- [Problem description]:
Repeat the records exactly as given. Do not include the pictures.

==================================================

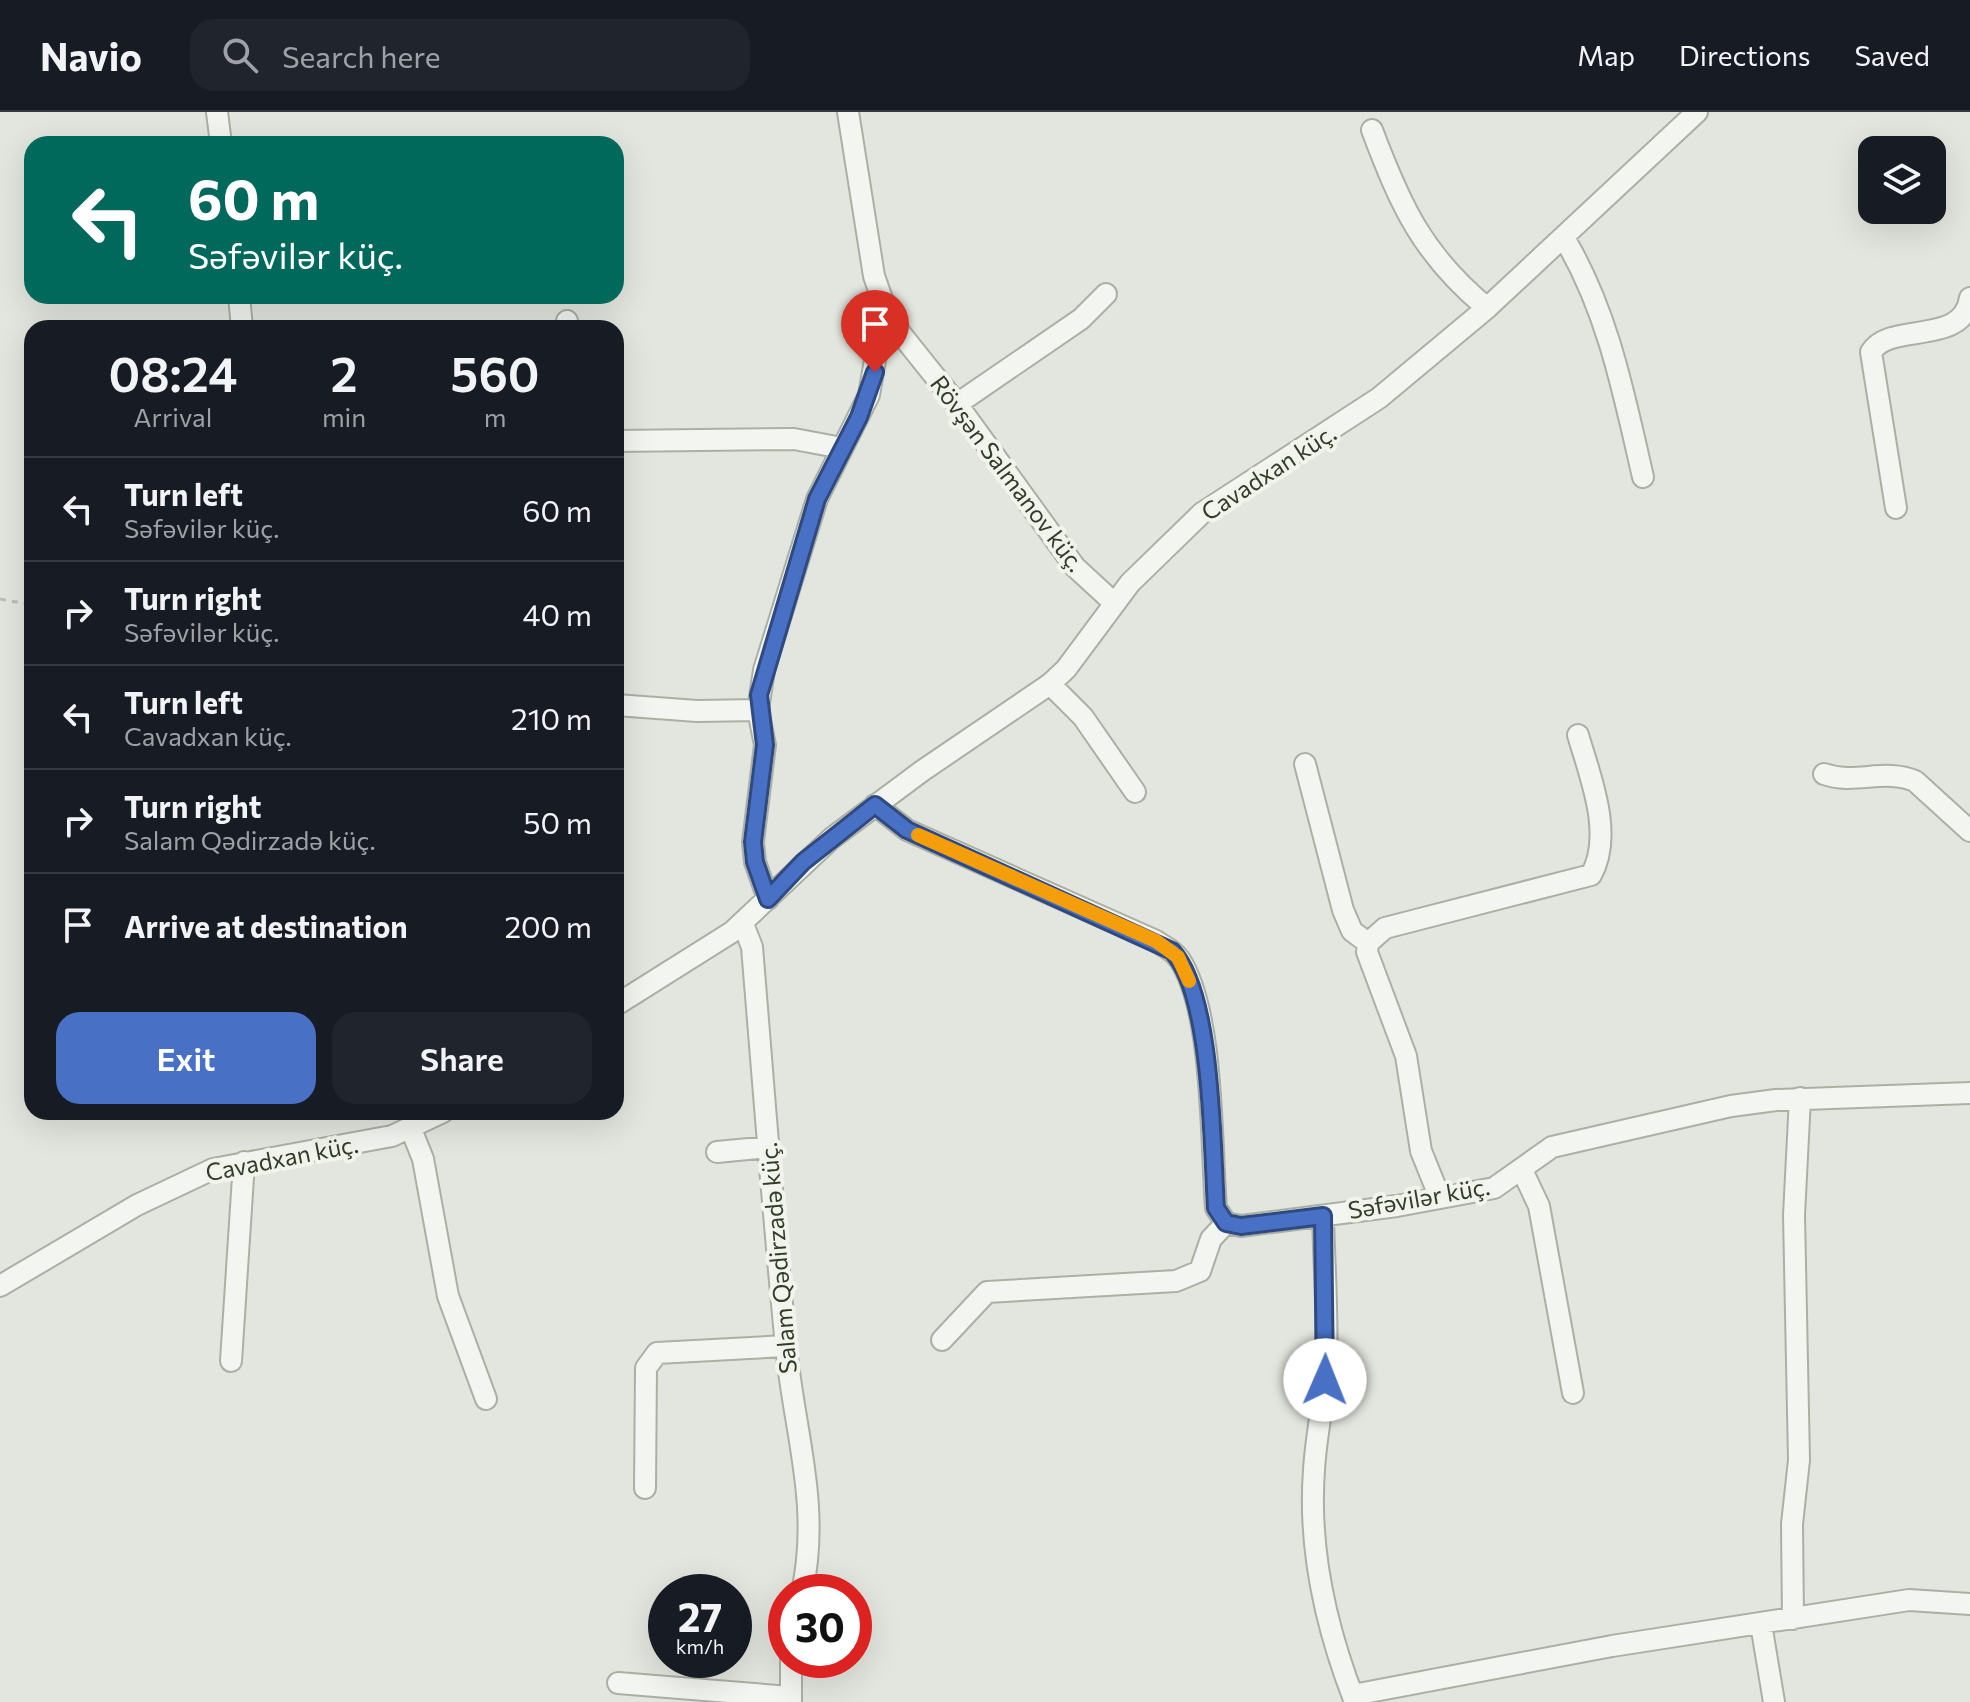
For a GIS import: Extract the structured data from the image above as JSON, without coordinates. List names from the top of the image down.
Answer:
{
  "streets": {
    "street": [
      "Cavadxan küç.",
      "Rövşən Salmanov küç.",
      "Səfəvilər küç.",
      "Salam Qədirzadə küç."
    ]
  },
  "crossings": [
    ["Cavadxan küç.", "Rövşən Salmanov küç."],
    ["Cavadxan küç.", "Salam Qədirzadə küç."]
  ],
  "page": {
    "header": "Navio",
    "search": "Search here",
    "nav": ["Map", "Directions", "Saved"],
    "turn": ["60 m", "Səfəvilər küç."],
    "eta": [
      "08:24",
      "Arrival",
      "2",
      "min",
      "560",
      "m"
    ],
    "list": [
      {
        "name": "Turn left",
        "note": "Səfəvilər küç.",
        "value": "60 m"
      },
      {
        "name": "Turn right",
        "note": "Səfəvilər küç.",
        "value": "40 m"
      },
      {
        "name": "Turn left",
        "note": "Cavadxan küç.",
        "value": "210 m"
      },
      {
        "name": "Turn right",
        "note": "Salam Qədirzadə küç.",
        "value": "50 m"
      },
      {
        "name": "Arrive at destination",
        "value": "200 m"
      }
    ],
    "buttons": ["Exit", "Share"],
    "speed": "27 km/h",
    "limit": "30"
  }
}
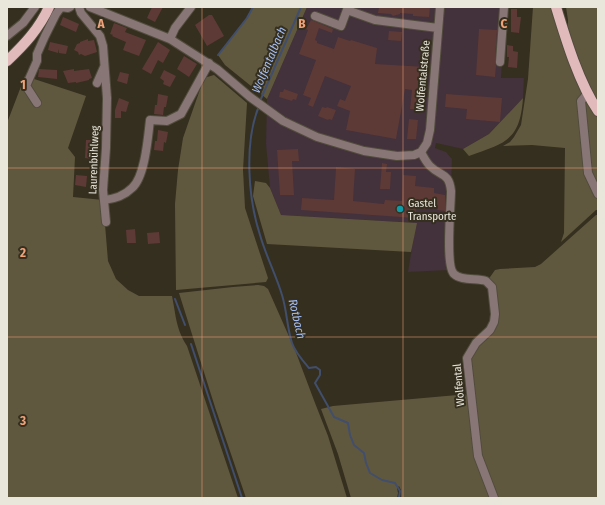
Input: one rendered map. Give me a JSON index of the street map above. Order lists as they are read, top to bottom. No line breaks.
{"streets":{"street":["Wolfentalstraße","Laurenbühlweg","Wolfental"]},"crossings":[["Wolfentalstraße","Wolfental"]],"water":["Wolfentalbach","Rotbach"],"places":["Gastel Transporte"],"grid":{"columns":["A","B","C"],"rows":["1","2","3"]}}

==================================================

- [Your solution]:
For a GIS import: Extract the structured data from the image above as JSON, without coordinates. List names from the top of the image down.
Answer:
{
  "streets": {
    "street": [
      "Cavadxan küç.",
      "Rövşən Salmanov küç.",
      "Səfəvilər küç.",
      "Salam Qədirzadə küç."
    ]
  },
  "crossings": [
    ["Cavadxan küç.", "Rövşən Salmanov küç."],
    ["Cavadxan küç.", "Salam Qədirzadə küç."]
  ],
  "page": {
    "header": "Navio",
    "search": "Search here",
    "nav": ["Map", "Directions", "Saved"],
    "turn": ["60 m", "Səfəvilər küç."],
    "eta": [
      "08:24",
      "Arrival",
      "2",
      "min",
      "560",
      "m"
    ],
    "list": [
      {
        "name": "Turn left",
        "note": "Səfəvilər küç.",
        "value": "60 m"
      },
      {
        "name": "Turn right",
        "note": "Səfəvilər küç.",
        "value": "40 m"
      },
      {
        "name": "Turn left",
        "note": "Cavadxan küç.",
        "value": "210 m"
      },
      {
        "name": "Turn right",
        "note": "Salam Qədirzadə küç.",
        "value": "50 m"
      },
      {
        "name": "Arrive at destination",
        "value": "200 m"
      }
    ],
    "buttons": ["Exit", "Share"],
    "speed": "27 km/h",
    "limit": "30"
  }
}
Input: one rendered map. Give me a JSON index of the street map above. Order lists as they are read, top to bottom. No line breaks.
{"streets":{"street":["Wolfentalstraße","Laurenbühlweg","Wolfental"]},"crossings":[["Wolfentalstraße","Wolfental"]],"water":["Wolfentalbach","Rotbach"],"places":["Gastel Transporte"],"grid":{"columns":["A","B","C"],"rows":["1","2","3"]}}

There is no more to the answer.